🤖 AI Summary
Existing open-world visual learning research predominantly relies on in-distribution, canonical video data, overlooking the potential of atypical videos—such as science fiction or animated content—with semantic deviations from real-world distributions—to enhance model generalization and novel concept discovery.
Method: We systematically investigate the role of such unconventional videos in open-world representation learning, proposing a hybrid training paradigm that integrates self-supervised and supervised contrastive learning to explicitly incorporate these samples and enrich semantic diversity in the feature space.
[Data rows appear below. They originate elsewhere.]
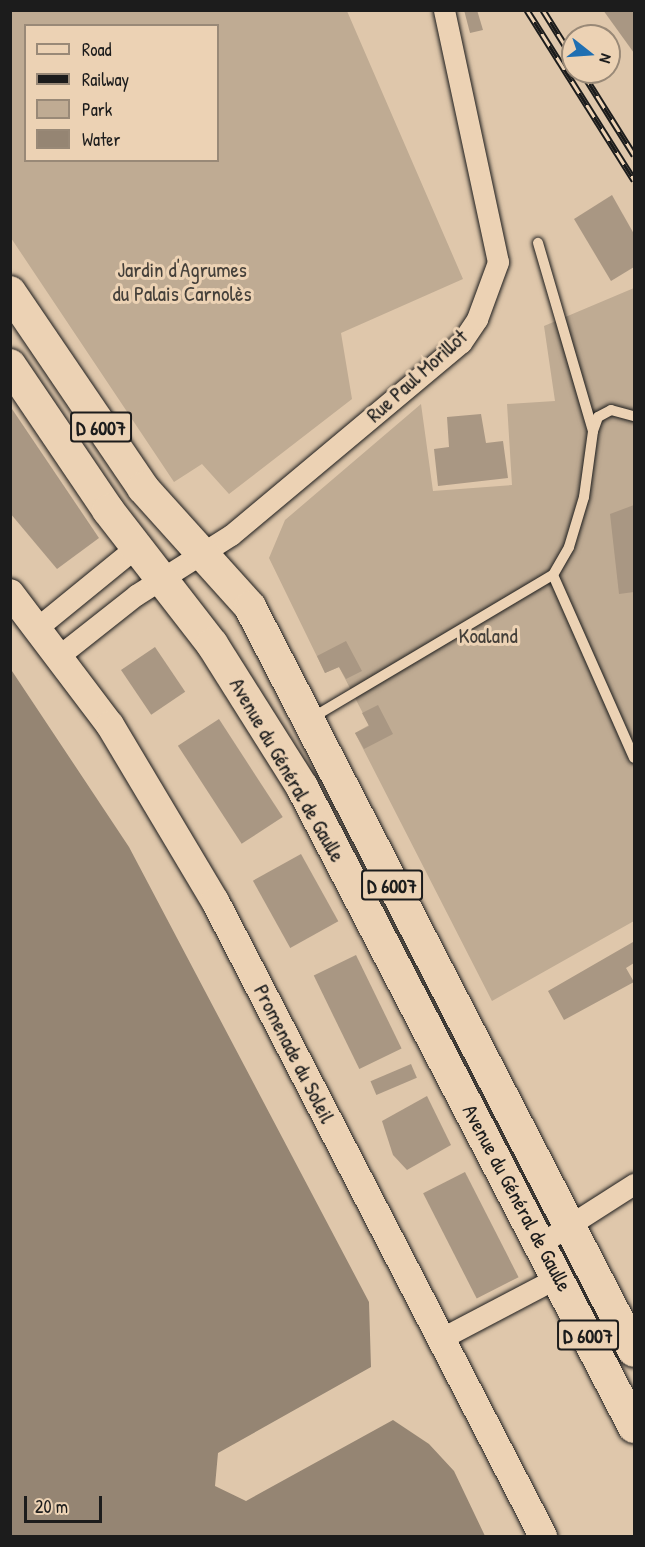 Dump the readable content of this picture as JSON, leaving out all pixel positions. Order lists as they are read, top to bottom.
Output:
{
  "streets": {
    "main road": ["D 6007", "Avenue du Général de Gaulle"],
    "street": ["Rue Paul Morillot", "Promenade du Soleil"]
  },
  "crossings": [
    ["Rue Paul Morillot", "D 6007"],
    ["Rue Paul Morillot", "Avenue du Général de Gaulle"],
    ["Rue Paul Morillot", "Promenade du Soleil"],
    ["D 6007", "Avenue du Général de Gaulle"]
  ],
  "parks": ["Jardin d'Agrumes du Palais Carnolès", "Koaland"],
  "legend": [
    "Road",
    "Railway",
    "Park",
    "Water"
  ],
  "scale_bar": "20 m",
  "north": "right"
} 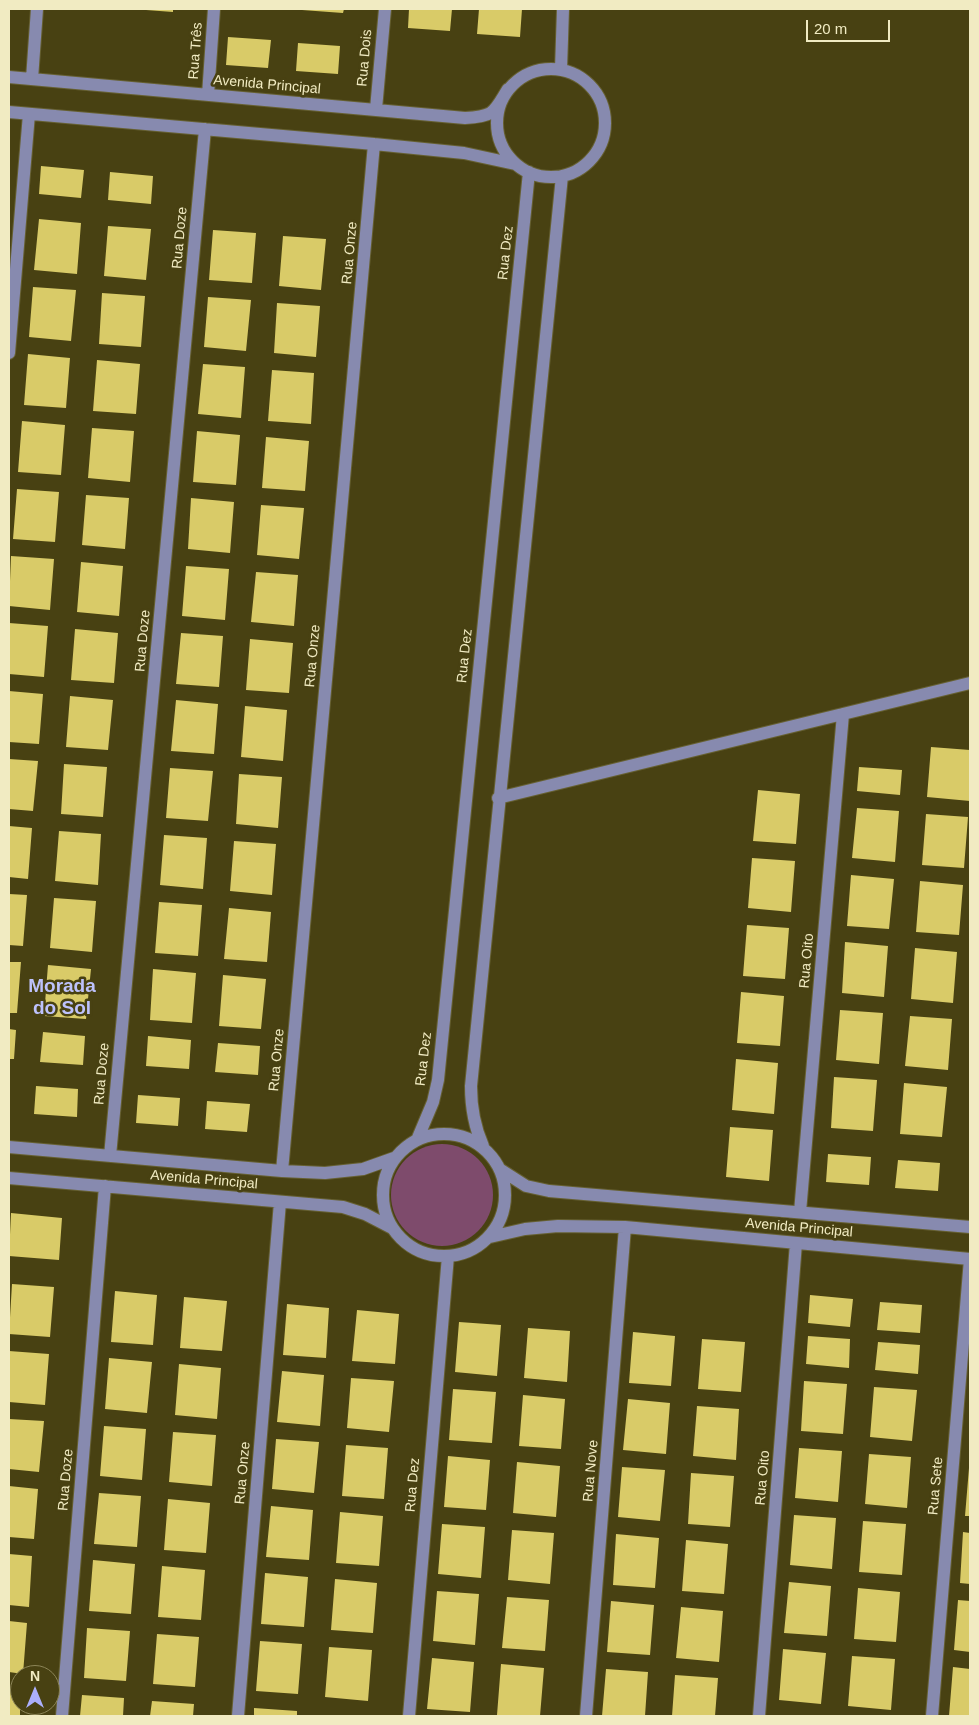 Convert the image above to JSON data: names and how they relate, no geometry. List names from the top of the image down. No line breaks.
{"streets":{"street":["Rua Três","Rua Dois","Avenida Principal","Rua Doze","Rua Onze","Rua Dez","Rua Oito","Rua Nove","Rua Sete"]},"crossings":[["Rua Três","Avenida Principal"],["Rua Dois","Avenida Principal"],["Avenida Principal","Rua Doze"],["Avenida Principal","Rua Onze"],["Avenida Principal","Rua Dez"],["Avenida Principal","Rua Oito"],["Avenida Principal","Rua Nove"],["Avenida Principal","Rua Sete"]],"districts":["Morada do Sol"],"scale_bar":"20 m","north":"top"} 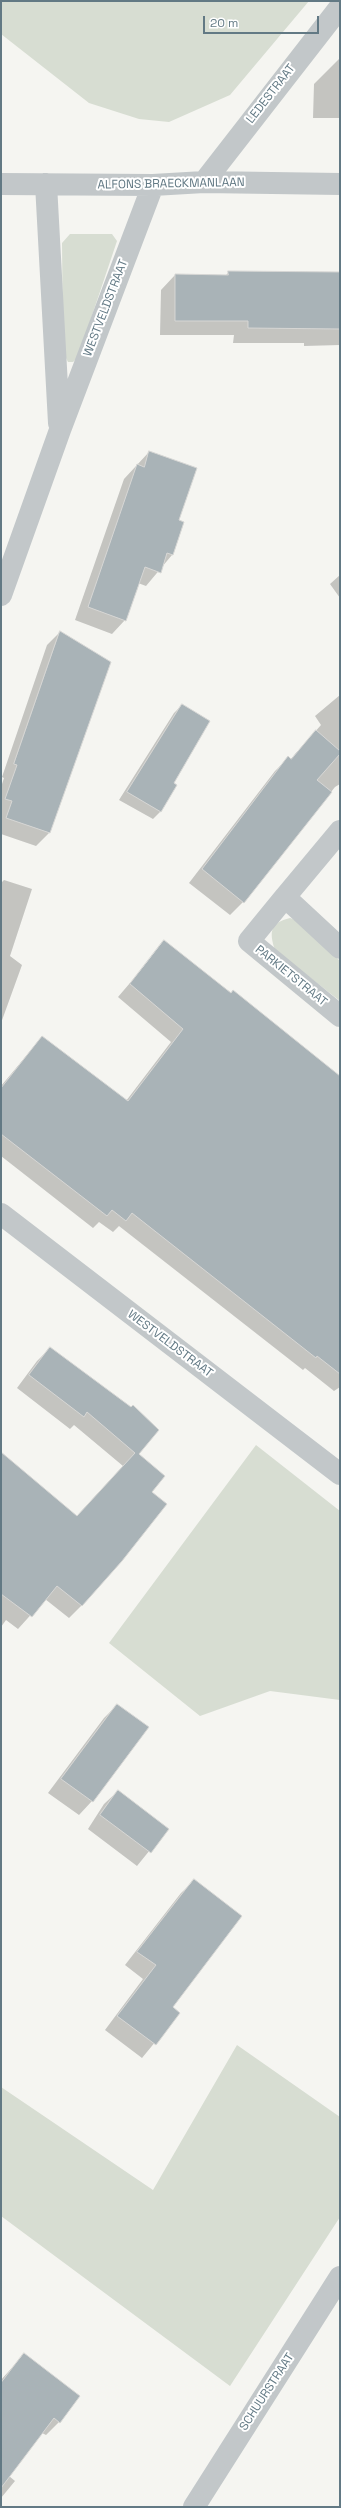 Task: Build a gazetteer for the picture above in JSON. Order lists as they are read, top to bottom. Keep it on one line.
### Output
{"streets":{"street":["LEDESTRAAT","ALFONS BRAECKMANLAAN","WESTVELDSTRAAT","PARKIETSTRAAT","SCHUURSTRAAT"]},"crossings":[["LEDESTRAAT","ALFONS BRAECKMANLAAN"],["ALFONS BRAECKMANLAAN","WESTVELDSTRAAT"]],"scale_bar":"20 m"} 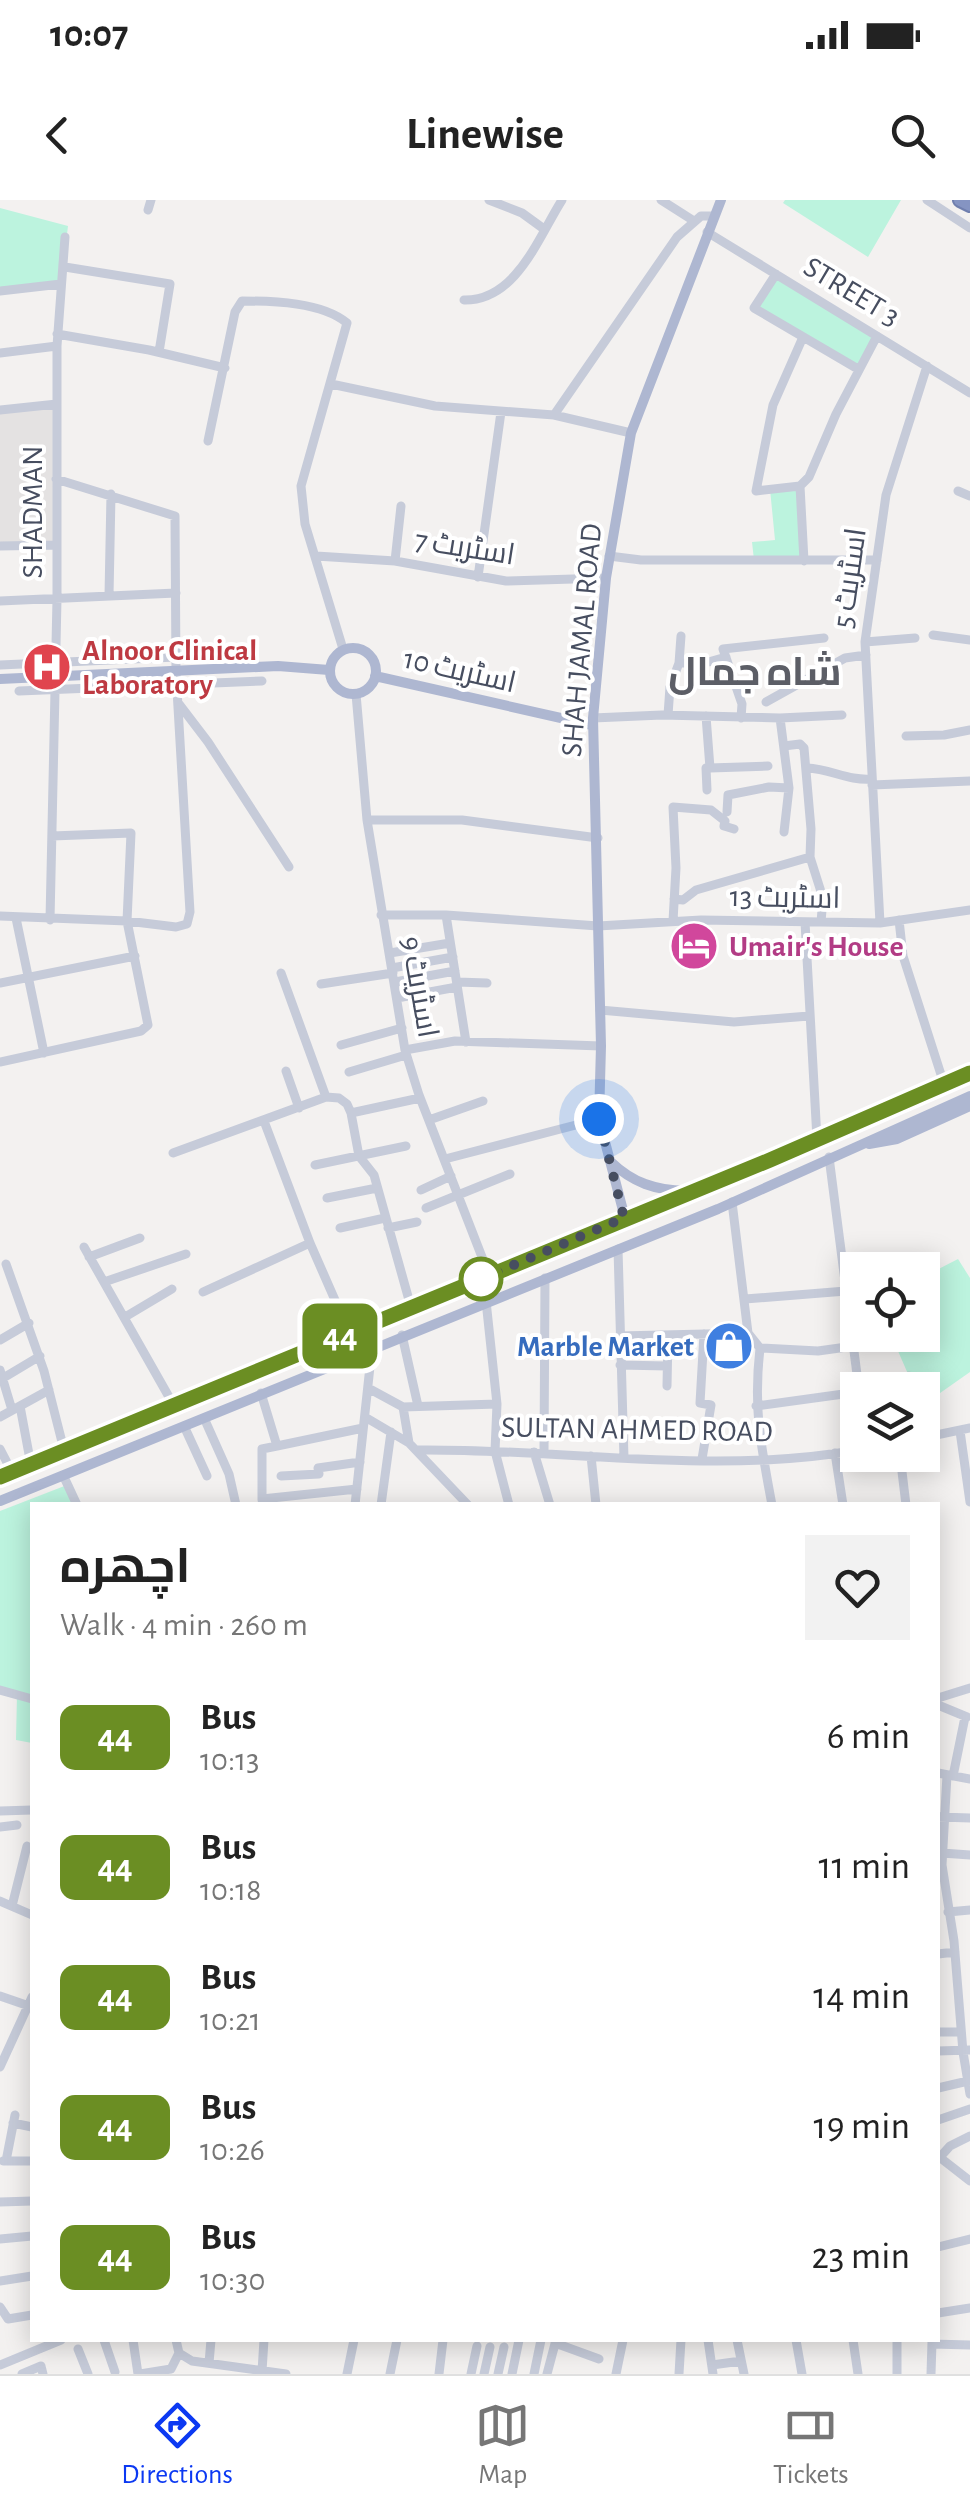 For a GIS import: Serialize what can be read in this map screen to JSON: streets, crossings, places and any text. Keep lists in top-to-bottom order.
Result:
{
  "streets": {
    "main road": ["SHAH JAMAL ROAD", "اسٹریٹ 10"],
    "street": [
      "STREET 3",
      "SHADMAN",
      "اسٹریٹ 7",
      "اسٹریٹ 5",
      "اسٹریٹ 13",
      "اسٹریٹ 9",
      "SULTAN AHMED ROAD"
    ]
  },
  "crossings": [
    ["STREET 3", "اسٹریٹ 5"],
    ["STREET 3", "SHAH JAMAL ROAD"],
    ["اسٹریٹ 7", "SHAH JAMAL ROAD"],
    ["اسٹریٹ 5", "اسٹریٹ 13"],
    ["SHAH JAMAL ROAD", "اسٹریٹ 10"],
    ["SHAH JAMAL ROAD", "اسٹریٹ 13"],
    ["اسٹریٹ 10", "اسٹریٹ 9"],
    ["اسٹریٹ 13", "اسٹریٹ 9"]
  ],
  "districts": ["شاہ جمال"],
  "places": {
    "hospital": ["Alnoor Clinical Laboratory"],
    "hotel": ["Umair's House"],
    "shop": ["Marble Market"]
  },
  "lines": ["bus line 44"],
  "page": {
    "status": "10:07",
    "header": "Linewise",
    "on_map": "44",
    "heading": ["اچھرہ", "Walk · 4 min · 260 m"],
    "list": [
      {
        "mark": "44",
        "name": "Bus",
        "note": "10:13",
        "value": "6 min"
      },
      {
        "mark": "44",
        "name": "Bus",
        "note": "10:18",
        "value": "11 min"
      },
      {
        "mark": "44",
        "name": "Bus",
        "note": "10:21",
        "value": "14 min"
      },
      {
        "mark": "44",
        "name": "Bus",
        "note": "10:26",
        "value": "19 min"
      },
      {
        "mark": "44",
        "name": "Bus",
        "note": "10:30",
        "value": "23 min"
      }
    ],
    "tabs": ["Directions", "Map", "Tickets"]
  }
} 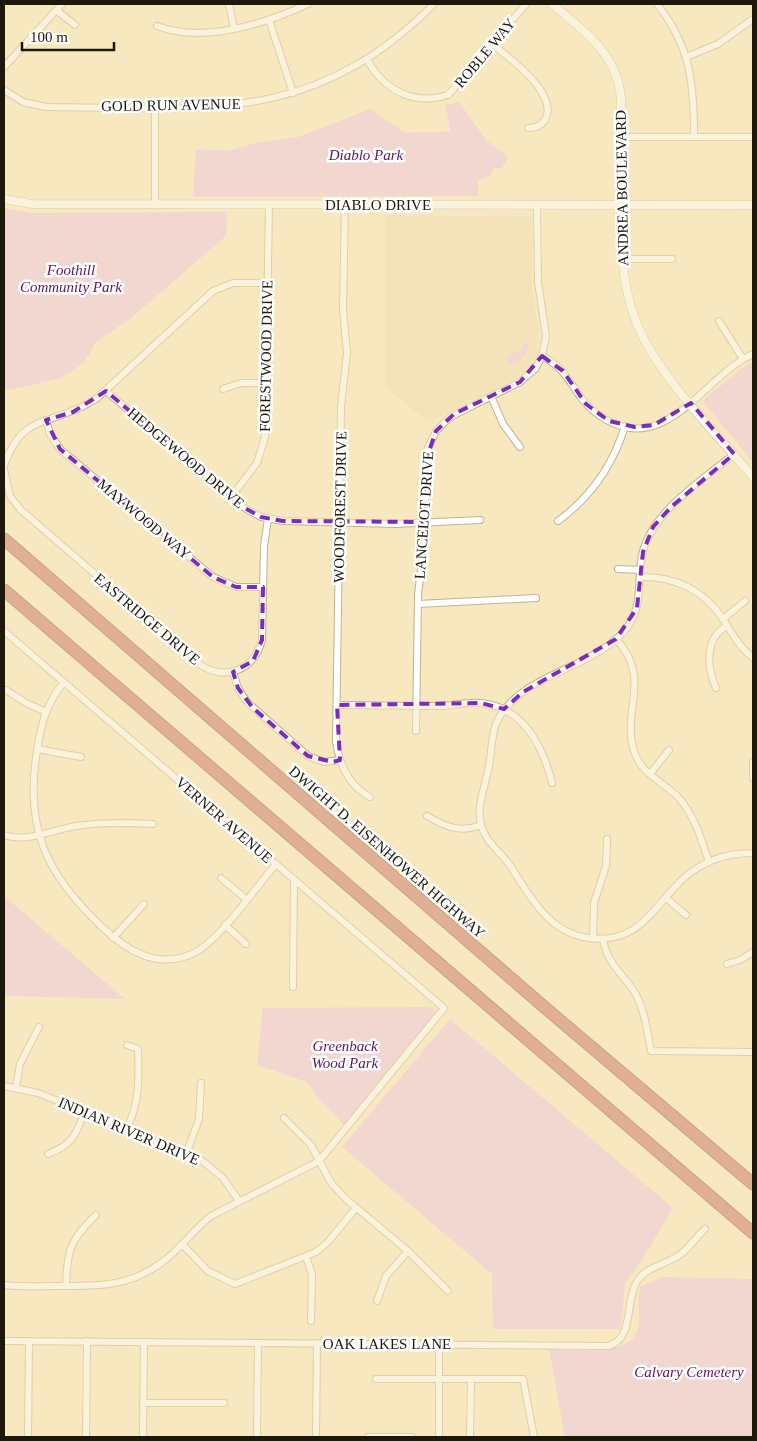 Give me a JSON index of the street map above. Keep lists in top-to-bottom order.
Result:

Contribution/Results: Experiments demonstrate that semantic diversity induced by atypical videos significantly outperforms mere dataset scaling, yielding consistent improvements in out-of-distribution detection accuracy, novel class discovery recall, and zero-shot action recognition performance. To our knowledge, this is the first work to empirically validate atypical videos as effective “concept perturbation sources,” offering both a novel theoretical perspective and a practical pathway for advancing open-world visual learning.
📝 Abstract
Humans usually show exceptional generalisation and discovery ability in the open world, when being shown uncommon new concepts. Whereas most existing studies in the literature focus on common typical data from closed sets, open-world novel discovery is under-explored in videos. In this paper, we are interested in asking: extit{What if atypical unusual videos are exposed in the learning process?} To this end, we collect a new video dataset consisting of various types of unusual atypical data (eg sci-fi, animation, etc). To study how such atypical data may benefit open-world learning, we feed them into the model training process for representation learning. Focusing on three key tasks in open-world learning: out-of-distribution (OOD) detection, novel category discovery (NCD), and zero-shot action recognition (ZSAR), we found that even straightforward learning approaches with atypical data consistently improve performance across various settings. Furthermore, we found that increasing the categorical diversity of the atypical samples further boosts OOD detection performance. Additionally, in the NCD task, using a smaller yet more semantically diverse set of atypical samples leads to better performance compared to using a larger but more typical dataset. In the ZSAR setting, the semantic diversity of atypical videos helps the model generalise better to unseen action classes. These observations in our extensive experimental evaluations reveal the benefits of atypical videos for visual representation learning in the open world, together with the newly proposed dataset, encouraging further studies in this direction.